Heute vor 50 Jahren starb Johannes R. Becher. Der gebürtige Münchner distanzierte sich als ein der Tradition und dem "kulturellen Erbe" verpflichteter parteilicher Dichter zunächst von seinem expressionistischen Frühwerk. Nach Jahren im sowjetischen Exil wurde Becher nach 1945 in der Ostzone ein führender Kulturpolitiker, Publizist, Verlags- und Zeitschriftengründer und 1954 der erste Kulturminister der DDR. Seine in der Mitte der fünfziger Jahre publizierten Tagebücher zeigen, dass er wusste, wie stark die Politik seine Dichtung ruiniert hatte.

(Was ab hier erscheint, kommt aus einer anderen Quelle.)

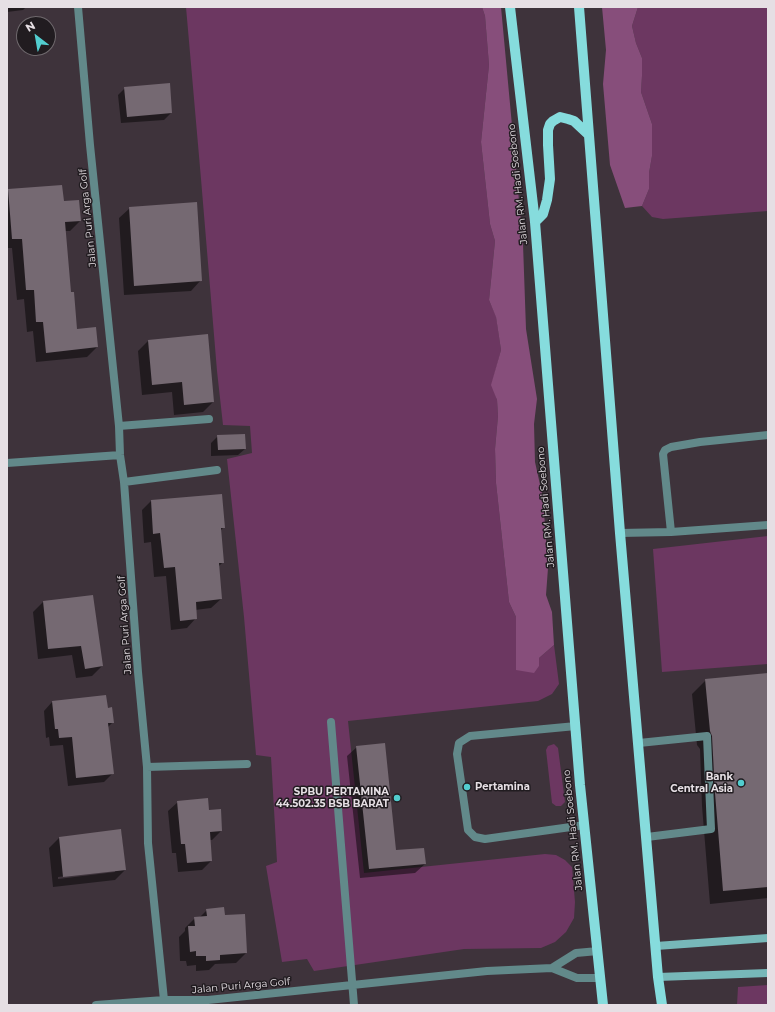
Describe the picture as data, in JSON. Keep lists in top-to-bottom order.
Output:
{
  "streets": {
    "main road": ["Jalan RM. Hadi Soebono"],
    "street": ["Jalan Puri Arga Golf"]
  },
  "crossings": [
    ["Jalan RM. Hadi Soebono", "Jalan Puri Arga Golf"]
  ],
  "places": ["Bank Central Asia", "Pertamina", "SPBU PERTAMINA 44.502.35 BSB BARAT"],
  "north": "top left"
}
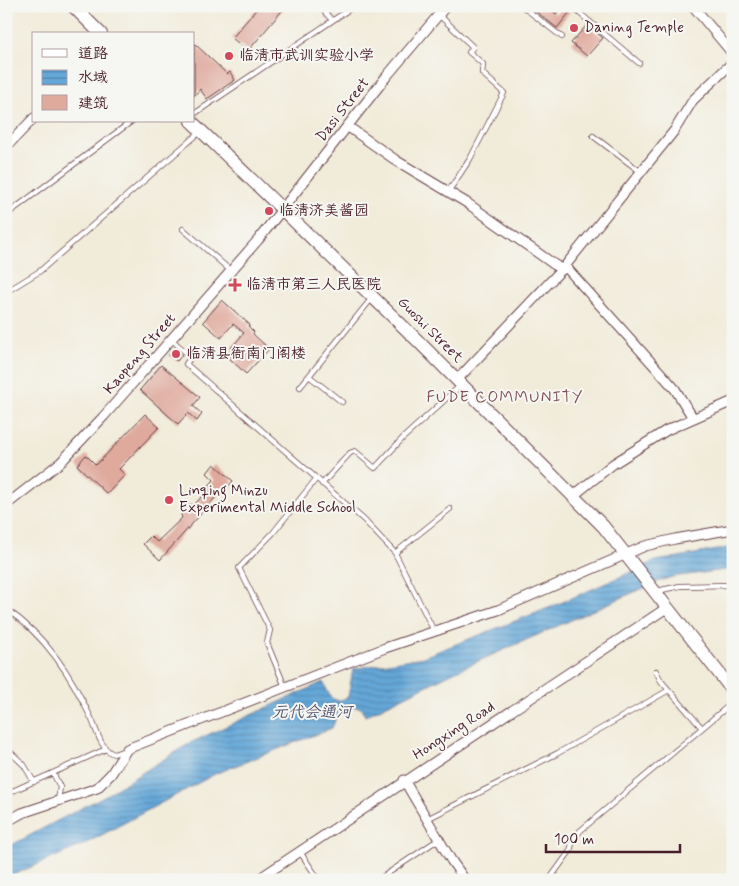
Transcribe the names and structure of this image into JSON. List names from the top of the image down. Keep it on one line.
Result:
{"streets":{"street":["Dasi Street","Guoshi Street","Kaopeng Street","Hongxing Road"]},"crossings":[["Dasi Street","Guoshi Street"],["Dasi Street","Kaopeng Street"],["Guoshi Street","Kaopeng Street"],["Guoshi Street","Hongxing Road"]],"districts":["FUDE COMMUNITY"],"water":["元代会通河"],"places":{"other":["Daning Temple","临清市武训实验小学","临清济美酱园","临清县衙南门阁楼","Linqing Minzu Experimental Middle School"],"health":["临清市第三人民医院"]},"legend":["道路","水域","建筑"],"scale_bar":"100 m"}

Von Manfred Jäger | 11.10.2008
    In seiner Lebensbilanz verstand sich Johannes R. Becher als ein Repräsentant der ersten Hälfte des 20 Jahrhunderts, der auch die Schwächen und Verfehlungen des Zeitalters aufnahm, durchlebte und durchlitt. Am 22. Mai 1891 kam er als Hans Robert Becher in München-Schwabing zur Welt, in einem gutbürgerlichen Elternhaus.

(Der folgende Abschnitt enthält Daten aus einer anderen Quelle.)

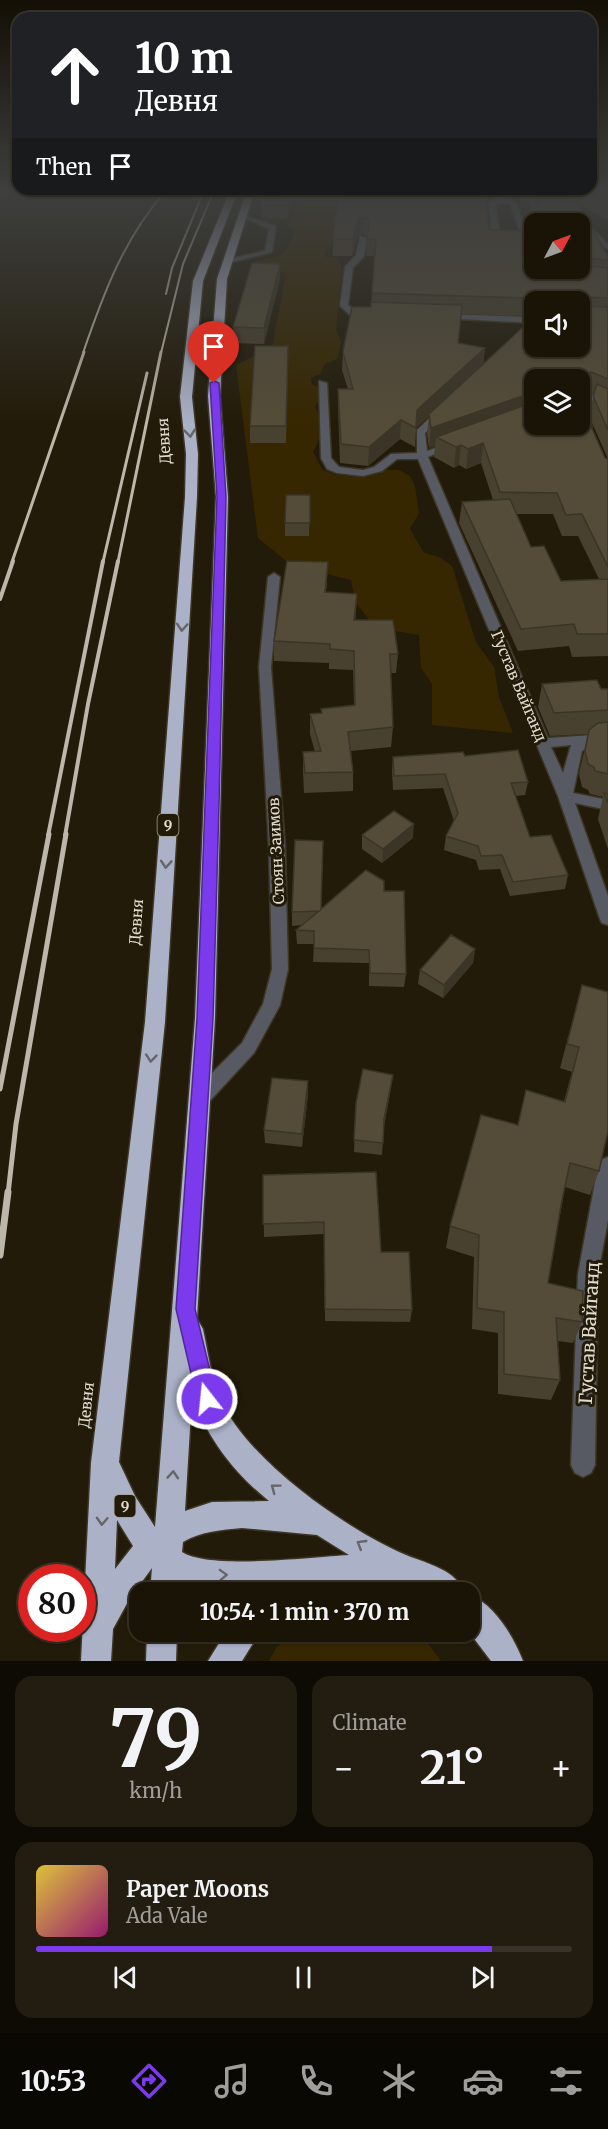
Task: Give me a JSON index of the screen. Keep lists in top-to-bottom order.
{
  "streets": {
    "highway": ["Девня", "9"],
    "street": ["Густав Вайганд", "Стоян Заимов"]
  },
  "crossings": [
    ["Девня", "9"]
  ],
  "north": "top right",
  "page": {
    "turn": ["10 m", "Девня"],
    "then": "Then",
    "limit": "80",
    "trip": "10:54 · 1 min · 370 m",
    "tile": [
      ["79", "km/h"],
      "Climate"
    ],
    "heat": ["−", "21°", "+"],
    "song": ["Paper Moons", "Ada Vale"],
    "tabs": "10:53"
  }
}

    "Da mein Vater ein hoher Justizbeamter war, war für mich vor allem jede gesetzliche Bestimmung von vornherein verdächtig. Dort, wo Verbotstafeln standen, dort ging ich unter allen Umständen durch."

    In einem Rückblick auf seine bewegten Jugendjahre rechtfertigt Becher im Mai 1956 sein sprachgewaltiges Frühwerk:

    "Der Expressionismus war trotz aller seiner Fehler schon ein teilweise großartiger Aufstand, vor allem gegen die Langeweile."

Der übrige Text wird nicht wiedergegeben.